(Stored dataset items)
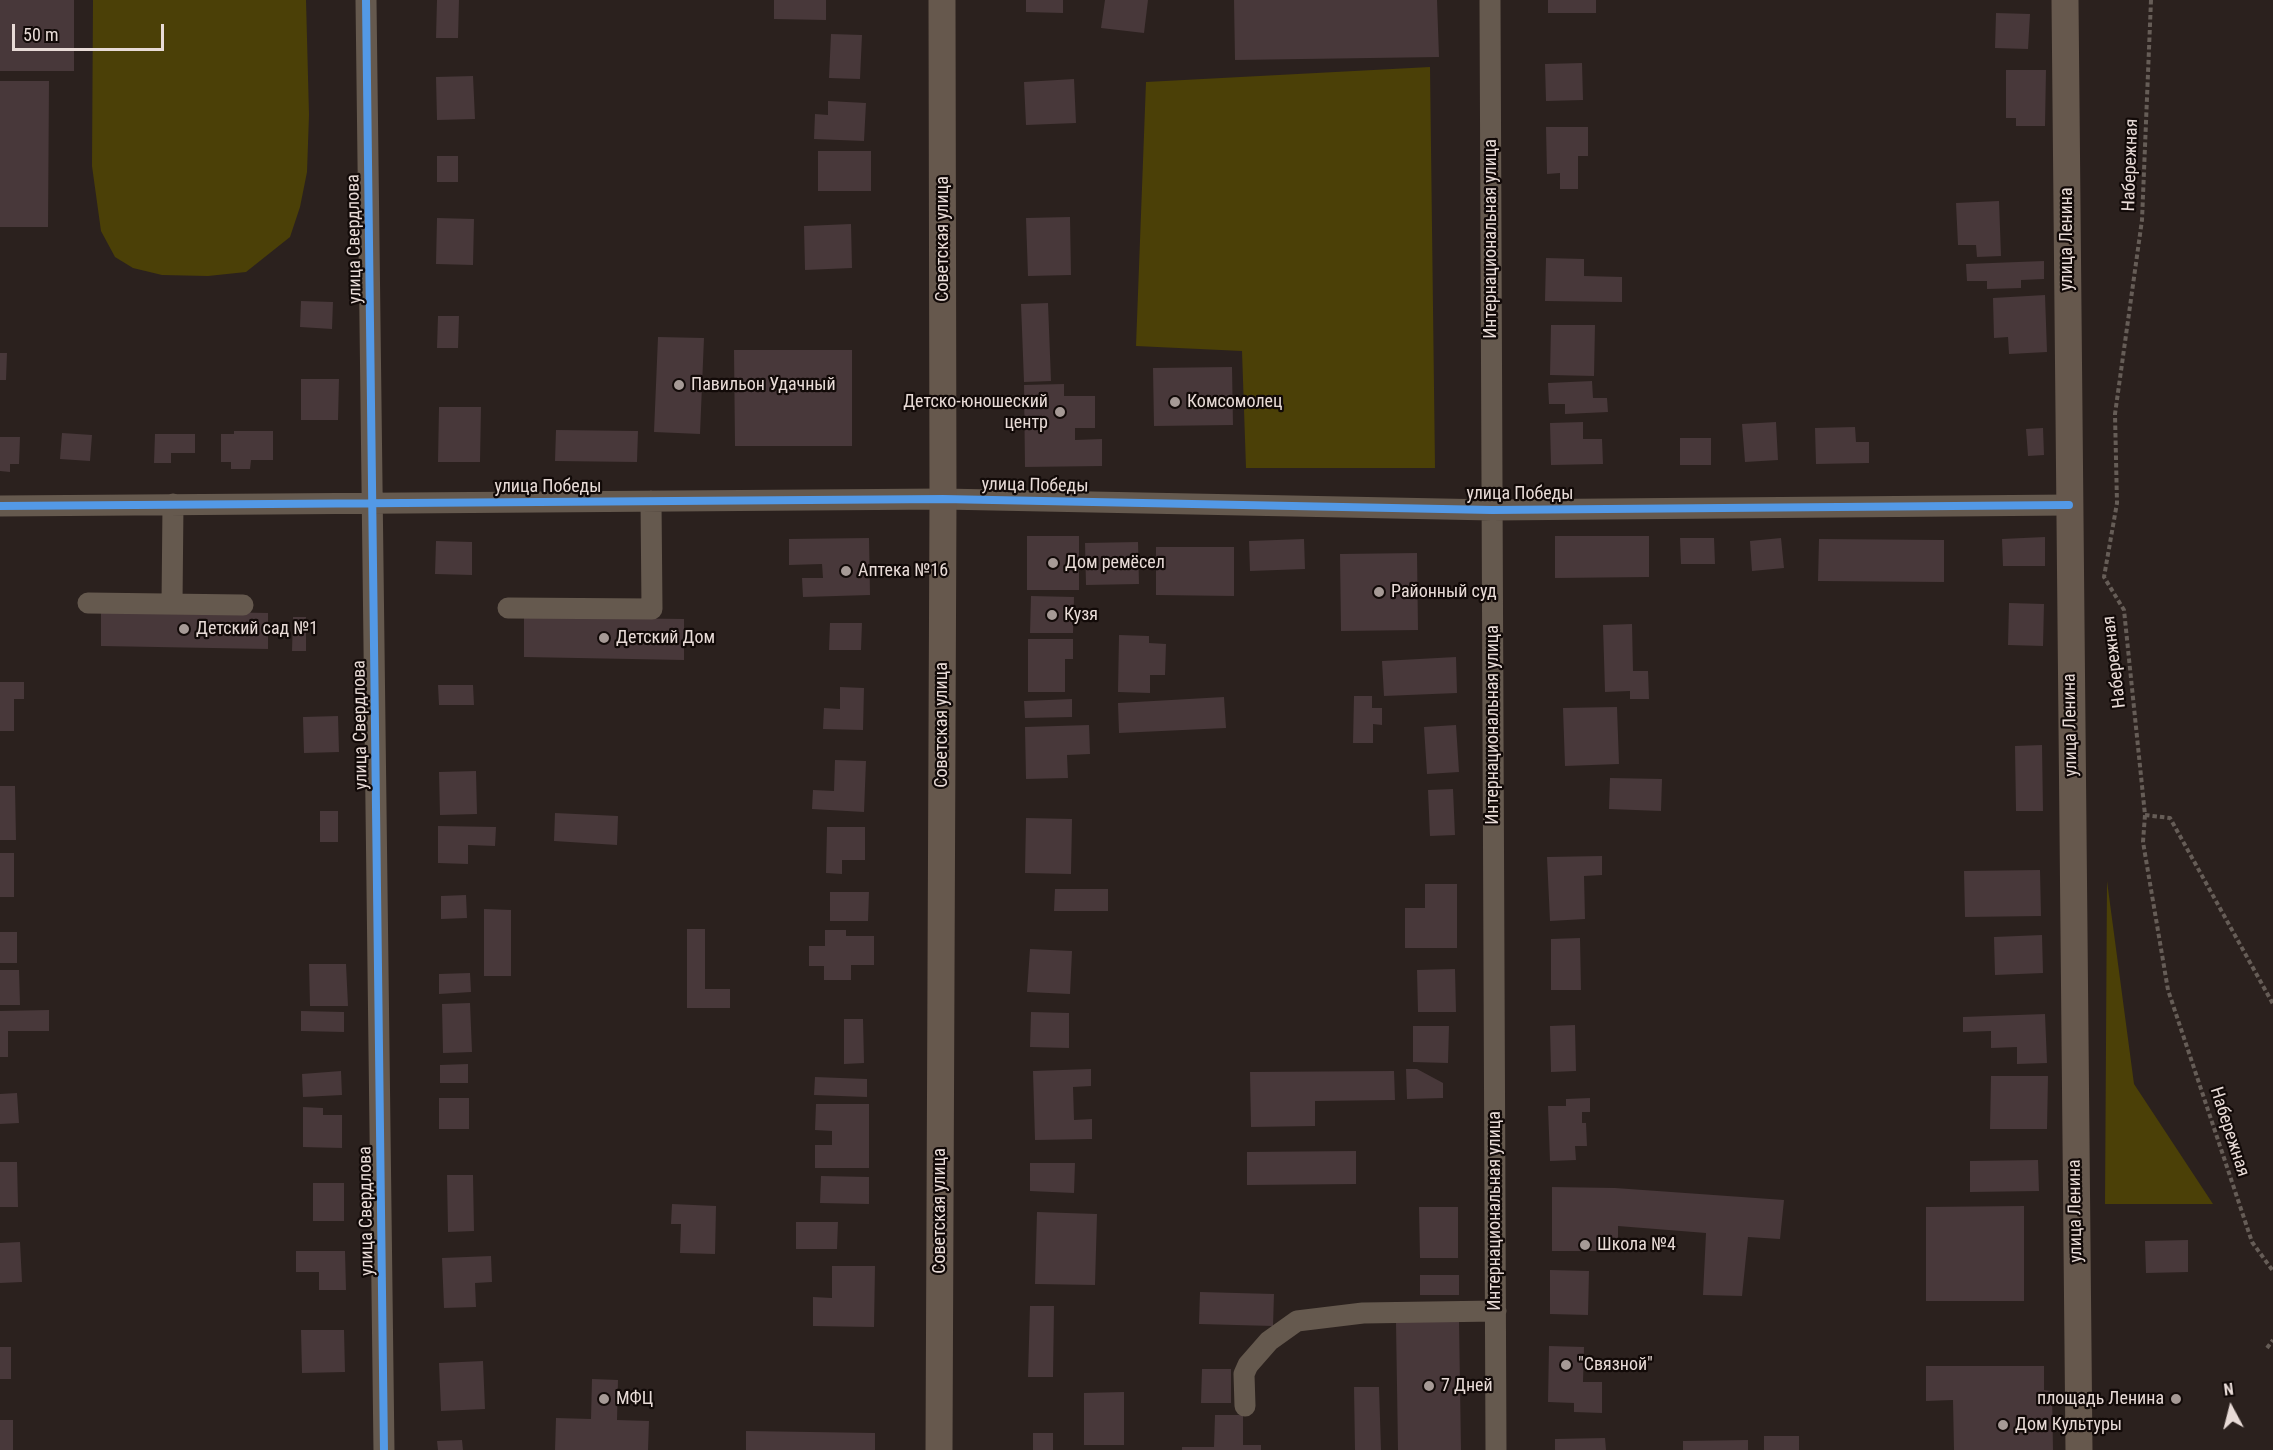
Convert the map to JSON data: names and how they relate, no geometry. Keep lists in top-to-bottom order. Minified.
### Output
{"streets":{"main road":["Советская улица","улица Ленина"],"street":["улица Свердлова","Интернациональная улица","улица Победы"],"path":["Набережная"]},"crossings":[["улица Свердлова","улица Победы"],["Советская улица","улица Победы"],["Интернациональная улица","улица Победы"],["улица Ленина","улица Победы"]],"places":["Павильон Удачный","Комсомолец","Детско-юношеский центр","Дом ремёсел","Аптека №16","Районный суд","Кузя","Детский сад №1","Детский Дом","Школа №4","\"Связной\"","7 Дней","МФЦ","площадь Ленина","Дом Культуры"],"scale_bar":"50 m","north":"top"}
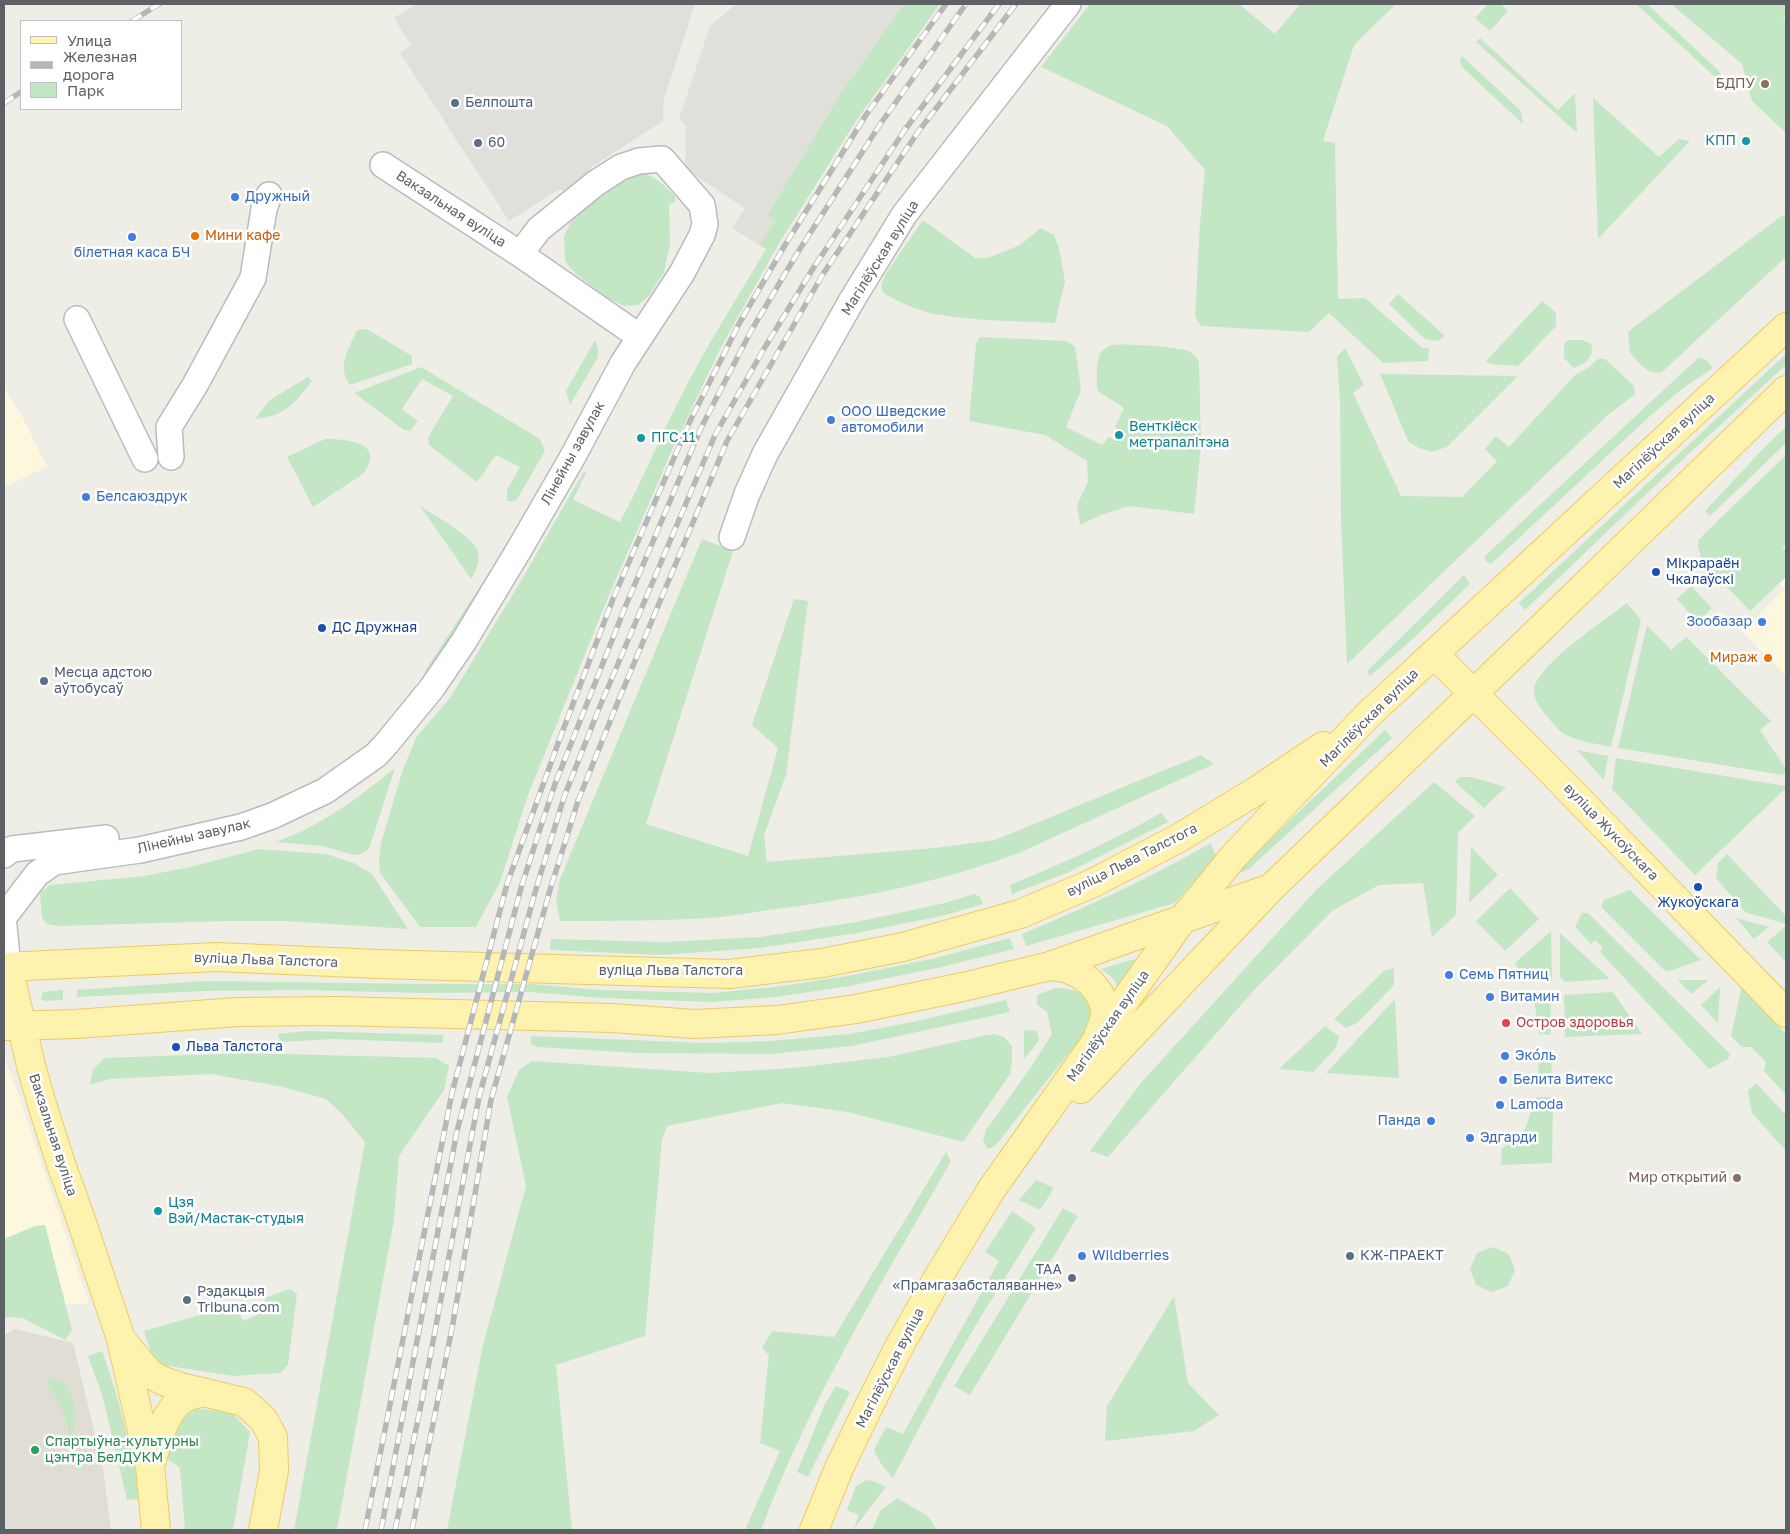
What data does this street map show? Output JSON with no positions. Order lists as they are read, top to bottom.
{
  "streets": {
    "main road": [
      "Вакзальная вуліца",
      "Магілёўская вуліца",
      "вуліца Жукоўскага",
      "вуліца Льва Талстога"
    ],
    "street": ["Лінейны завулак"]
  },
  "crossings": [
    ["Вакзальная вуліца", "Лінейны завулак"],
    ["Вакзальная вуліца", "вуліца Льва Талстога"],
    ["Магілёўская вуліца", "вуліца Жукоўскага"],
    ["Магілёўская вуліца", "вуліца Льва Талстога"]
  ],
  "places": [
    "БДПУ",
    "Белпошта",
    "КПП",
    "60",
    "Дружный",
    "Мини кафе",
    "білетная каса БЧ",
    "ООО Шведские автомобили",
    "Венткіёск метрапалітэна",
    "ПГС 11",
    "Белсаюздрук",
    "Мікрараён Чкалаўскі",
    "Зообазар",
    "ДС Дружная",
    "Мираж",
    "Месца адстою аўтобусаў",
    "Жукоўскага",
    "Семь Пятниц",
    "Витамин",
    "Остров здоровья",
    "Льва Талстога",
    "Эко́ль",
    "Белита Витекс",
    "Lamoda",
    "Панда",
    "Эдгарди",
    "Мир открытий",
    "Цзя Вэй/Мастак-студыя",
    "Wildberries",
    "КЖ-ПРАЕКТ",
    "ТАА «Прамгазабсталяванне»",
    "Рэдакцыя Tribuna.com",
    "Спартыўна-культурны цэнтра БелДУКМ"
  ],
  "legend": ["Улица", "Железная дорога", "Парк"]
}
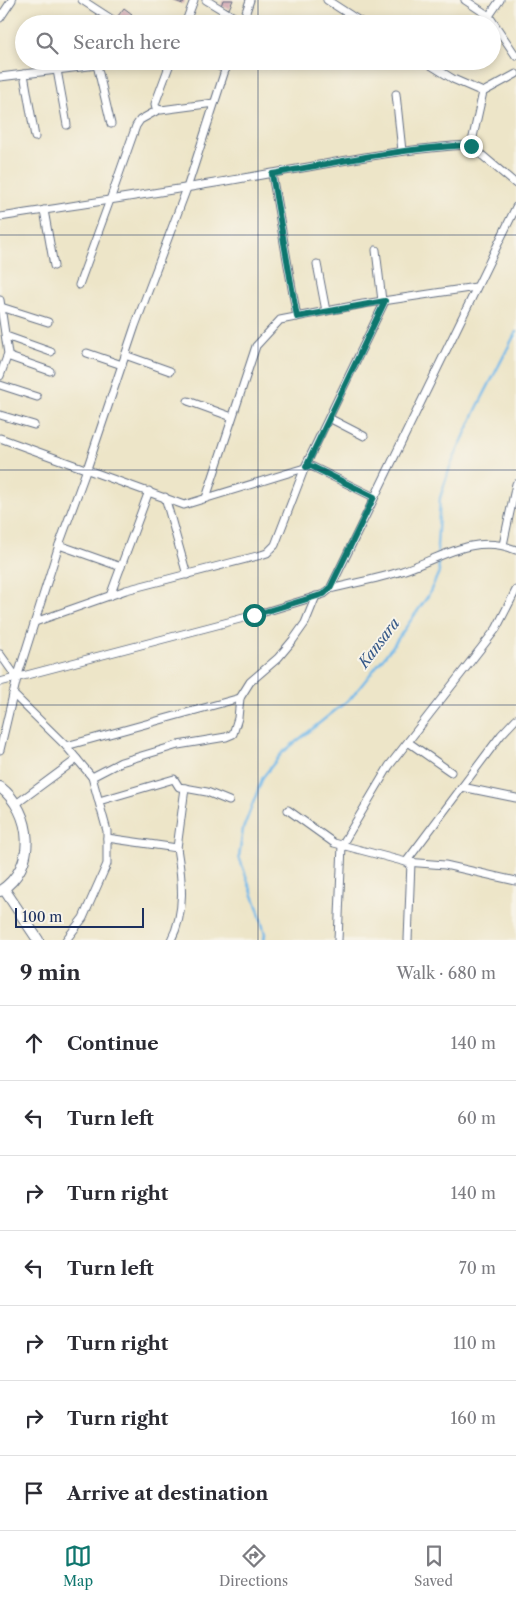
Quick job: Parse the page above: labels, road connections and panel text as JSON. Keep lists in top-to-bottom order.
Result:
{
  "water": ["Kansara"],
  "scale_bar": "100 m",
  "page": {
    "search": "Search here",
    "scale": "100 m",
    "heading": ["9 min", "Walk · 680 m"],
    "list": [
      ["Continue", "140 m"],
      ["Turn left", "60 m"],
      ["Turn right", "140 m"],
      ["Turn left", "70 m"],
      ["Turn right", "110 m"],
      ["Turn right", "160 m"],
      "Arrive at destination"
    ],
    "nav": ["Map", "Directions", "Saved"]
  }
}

### EXERCISE
The result should be an exact repetition of all the records. Drop the pictures.

### FINAL ANSWER
Convert the map to JSON data: names and how they relate, no geometry. Keep lists in top-to-bottom order. Minified.
### Output
{"streets":{"main road":["Советская улица","улица Ленина"],"street":["улица Свердлова","Интернациональная улица","улица Победы"],"path":["Набережная"]},"crossings":[["улица Свердлова","улица Победы"],["Советская улица","улица Победы"],["Интернациональная улица","улица Победы"],["улица Ленина","улица Победы"]],"places":["Павильон Удачный","Комсомолец","Детско-юношеский центр","Дом ремёсел","Аптека №16","Районный суд","Кузя","Детский сад №1","Детский Дом","Школа №4","\"Связной\"","7 Дней","МФЦ","площадь Ленина","Дом Культуры"],"scale_bar":"50 m","north":"top"}
What data does this street map show? Output JSON with no positions. Order lists as they are read, top to bottom.
{
  "streets": {
    "main road": [
      "Вакзальная вуліца",
      "Магілёўская вуліца",
      "вуліца Жукоўскага",
      "вуліца Льва Талстога"
    ],
    "street": ["Лінейны завулак"]
  },
  "crossings": [
    ["Вакзальная вуліца", "Лінейны завулак"],
    ["Вакзальная вуліца", "вуліца Льва Талстога"],
    ["Магілёўская вуліца", "вуліца Жукоўскага"],
    ["Магілёўская вуліца", "вуліца Льва Талстога"]
  ],
  "places": [
    "БДПУ",
    "Белпошта",
    "КПП",
    "60",
    "Дружный",
    "Мини кафе",
    "білетная каса БЧ",
    "ООО Шведские автомобили",
    "Венткіёск метрапалітэна",
    "ПГС 11",
    "Белсаюздрук",
    "Мікрараён Чкалаўскі",
    "Зообазар",
    "ДС Дружная",
    "Мираж",
    "Месца адстою аўтобусаў",
    "Жукоўскага",
    "Семь Пятниц",
    "Витамин",
    "Остров здоровья",
    "Льва Талстога",
    "Эко́ль",
    "Белита Витекс",
    "Lamoda",
    "Панда",
    "Эдгарди",
    "Мир открытий",
    "Цзя Вэй/Мастак-студыя",
    "Wildberries",
    "КЖ-ПРАЕКТ",
    "ТАА «Прамгазабсталяванне»",
    "Рэдакцыя Tribuna.com",
    "Спартыўна-культурны цэнтра БелДУКМ"
  ],
  "legend": ["Улица", "Железная дорога", "Парк"]
}
Quick job: Parse the page above: labels, road connections and panel text as JSON. Keep lists in top-to-bottom order.
Result:
{
  "water": ["Kansara"],
  "scale_bar": "100 m",
  "page": {
    "search": "Search here",
    "scale": "100 m",
    "heading": ["9 min", "Walk · 680 m"],
    "list": [
      ["Continue", "140 m"],
      ["Turn left", "60 m"],
      ["Turn right", "140 m"],
      ["Turn left", "70 m"],
      ["Turn right", "110 m"],
      ["Turn right", "160 m"],
      "Arrive at destination"
    ],
    "nav": ["Map", "Directions", "Saved"]
  }
}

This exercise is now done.